Just allow 20 to 24 months processing in warm sun and rich soil
Pineapple is great, but if you’re buying the pre-sliced stuff you’re probably spending as much as $4 a pound! Now don’t get me wrong: I’m not saying it isn’t worth $4 a pound, just emphasizing the fact that you can get a whole lot more for a whole lot less. Specifically, the last pineapple I got was about 5 pounds for that same $4, and even after tossing out the core and skin, there was probably more than three pounds of really good fruit left over. Enough for two (gluten-free) pizzas, countless snacks, and even some pineapple iced tea.
As I’ve recently learned, the first step to getting the most out of your pineapple investment is to buy the whole fruit – skin spikes & bladed leaves & all that tough gnarly stuff. Cutting it really isn’t that bad, but I’m not sure exactly what I would have done in the days before Youtube:
Well, it probably would have been needlessly complicated and messy!

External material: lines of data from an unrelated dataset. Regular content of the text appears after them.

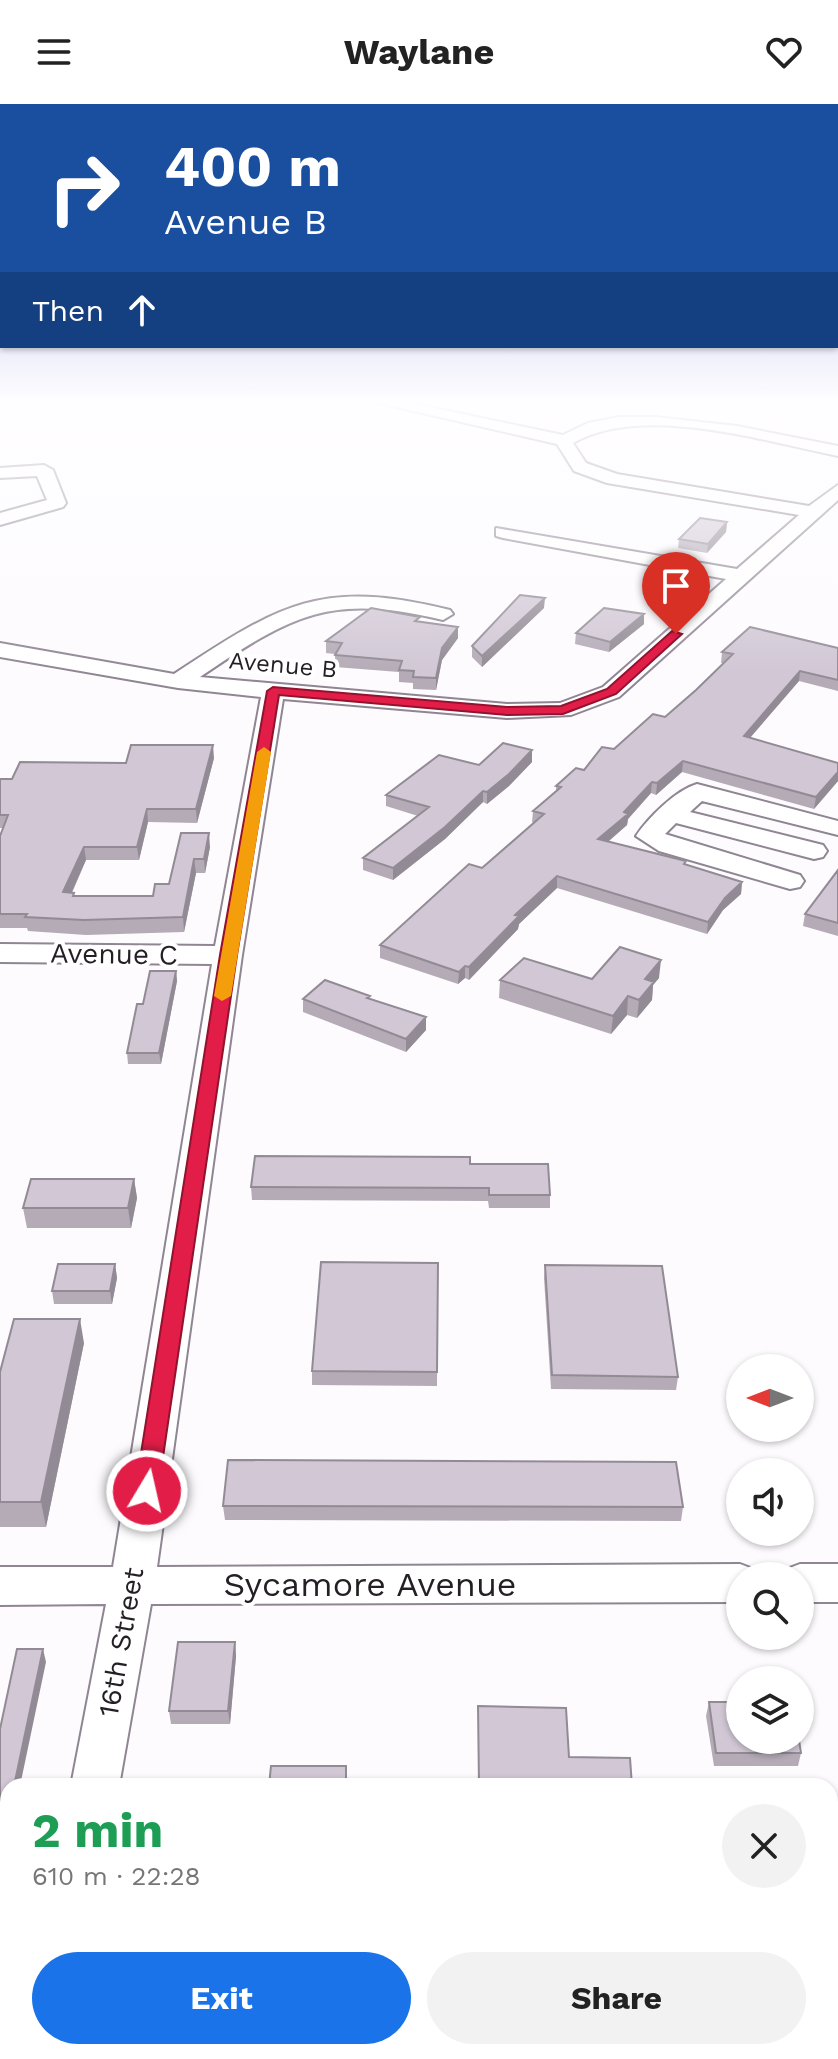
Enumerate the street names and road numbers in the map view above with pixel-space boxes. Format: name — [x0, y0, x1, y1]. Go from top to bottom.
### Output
street label: Avenue B — [228, 646, 338, 684]
street label: Avenue C — [50, 936, 178, 972]
street label: Sycamore Avenue — [224, 1564, 516, 1604]
street label: 16th Street — [92, 1565, 150, 1719]

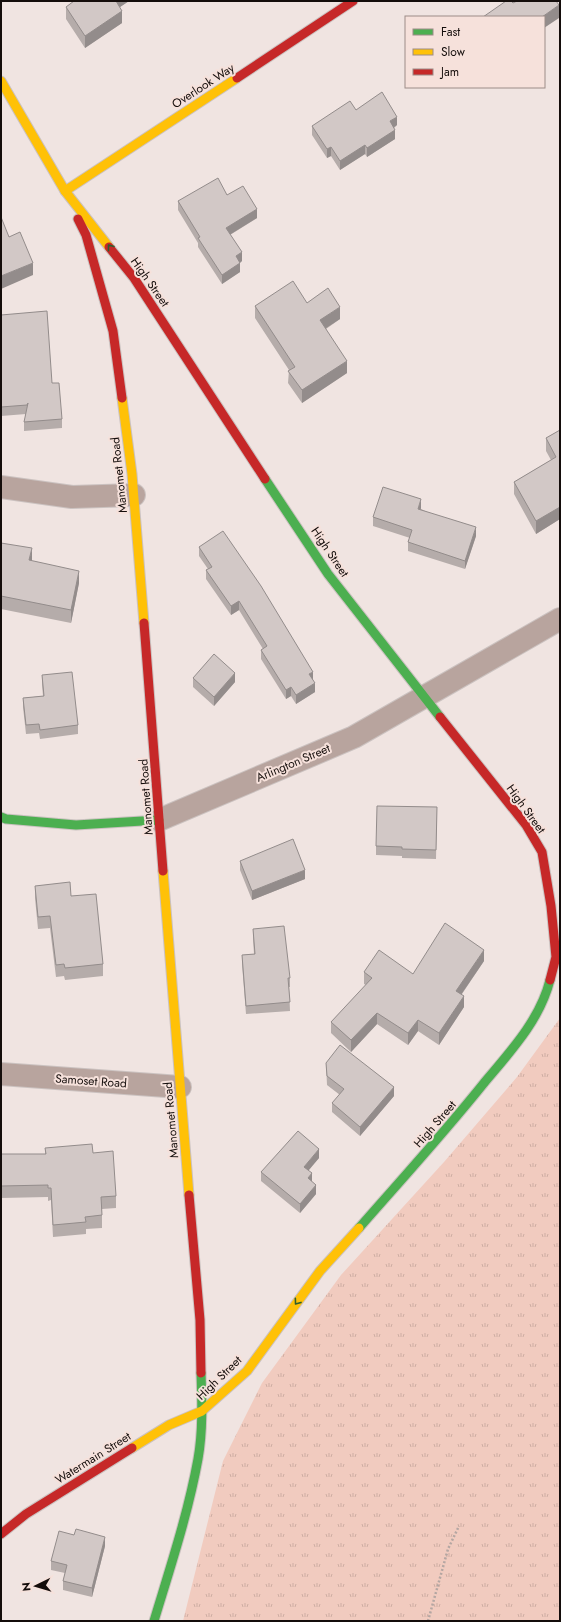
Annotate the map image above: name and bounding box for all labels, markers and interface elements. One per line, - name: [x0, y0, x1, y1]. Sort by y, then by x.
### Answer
- legend: [405, 16, 545, 88]
- text: Fast: [441, 23, 460, 41]
- text: Slow: [441, 43, 466, 61]
- street label: Overlook Way: [168, 59, 238, 113]
- text: Jam: [439, 63, 459, 81]
- one-way arrow: [107, 245, 114, 252]
- street label: High Street: [126, 253, 174, 311]
- street label: Manomet Road: [106, 436, 132, 514]
- street label: High Street: [307, 523, 353, 581]
- street label: Arlington Street: [253, 739, 333, 787]
- street label: Manomet Road: [134, 758, 158, 836]
- street label: High Street: [502, 781, 550, 837]
- street label: Samoset Road: [55, 1070, 127, 1092]
- street label: Manomet Road: [159, 1081, 183, 1159]
- street label: High Street: [409, 1096, 461, 1151]
- one-way arrow: [295, 1298, 302, 1305]
- street label: High Street: [192, 1352, 246, 1404]
- street label: Watermain Street: [52, 1427, 135, 1489]
- north arrow: [16, 1566, 56, 1606]
- text: N: [18, 1582, 34, 1592]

Two for one: Turning the left over top in to a new pineapple
If you want to take the next step and double your pineapple per dollar, then you’ll want to make one exception from the video above. Instead of chopping off the leaves with the top of the fruit’s skin, grab the leaves by the base and twist them right off. If any fruit tags along, just kind of gently scrape it out.
The next step is to peel back some of the lower layers of leaves. The plant’s stalk will form roots in water – but the leaves and fruit are vulnerable to rotting. Basically, expose a bit of stem that can be safely suspended in a glass of water without getting any of the still attached leaves wet. Now, just give it a couple days to dry out before actually placing it in to the water. Even with the precautions, the other leaves could go moldy just from the humidity of a nearby water source, so keep an eye on them from time to time even though it can take weeks for the roots to really develop. Remember, don’t rush it! Pineapple takes as long as two years to ripen up to its full potential, so there’s no sense in skipping steps for the hope of saving a day or two.

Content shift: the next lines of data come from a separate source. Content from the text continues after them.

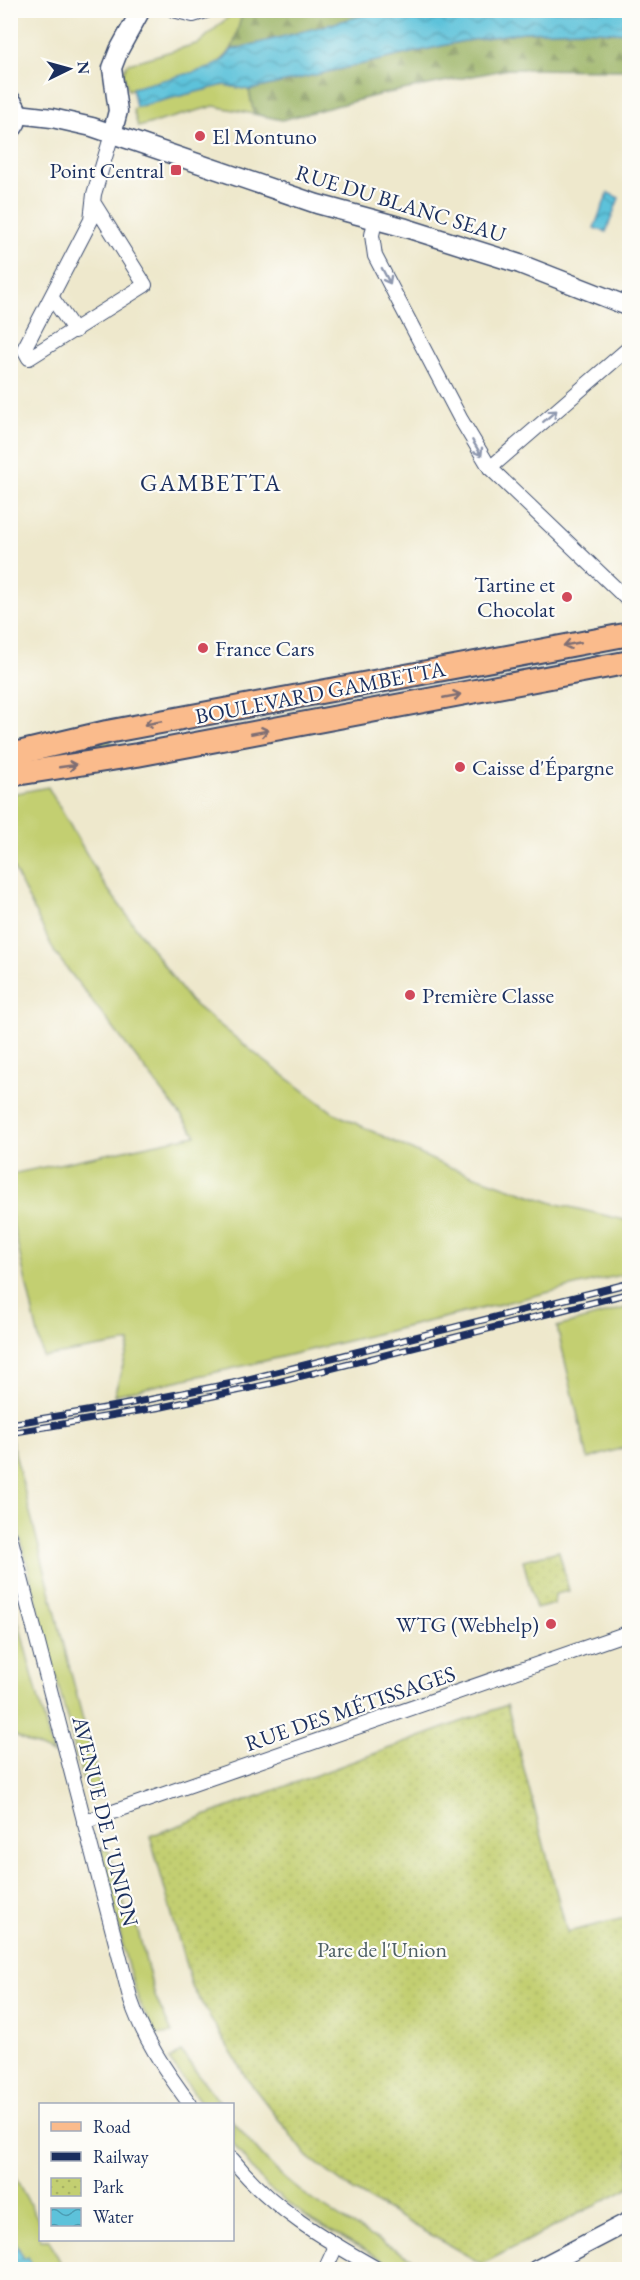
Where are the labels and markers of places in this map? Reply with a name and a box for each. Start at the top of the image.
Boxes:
place label: El Montuno [212,122,317,151]
marker: El Montuno [193,129,207,143]
place label: Point Central [50,156,164,185]
marker: Point Central [169,163,183,177]
place label: Tartine et Chocolat [474,570,555,624]
marker: Tartine et Chocolat [560,590,574,604]
place label: France Cars [215,634,314,663]
marker: France Cars [196,641,210,655]
place label: Caisse d'Épargne [472,753,614,782]
marker: Caisse d'Épargne [453,760,467,774]
place label: Première Classe [422,981,554,1010]
marker: Première Classe [403,988,417,1002]
place label: WTG (Webhelp) [396,1610,539,1639]
marker: WTG (Webhelp) [544,1617,558,1631]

When the roots set in, you’re ready to move the new plant to a pot. The key during this phase is kind of similar to the last one: beware of excess moisture and be on the lookout for any signs of rot or fungal infection. After a few months in the new pot, new leaf growth will be seen and the old leaves will finally wither and turn brown. Don’t worry – its a good thing!
No frost – no rot
The two keys here are a warm temperature and a soil that strikes the balance between slightly damp without being too soggy. If you see mud or puddles anywhere near the pineapple, its too wet!

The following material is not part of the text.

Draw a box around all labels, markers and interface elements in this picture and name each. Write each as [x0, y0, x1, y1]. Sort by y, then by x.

Most people also like to grow the pineapples in a pot so that it can be brought inside during the winter. Other than excess water, the quickest way to kill one of these tropical delicacies is to leave them out in a single frost. Otherwise, they’ll probably be fine spending a few months indoors each year – just put them near a window that points toward the equator.
So really, that is all it takes: some sun, a little water (but not too much), and a good dose of patience.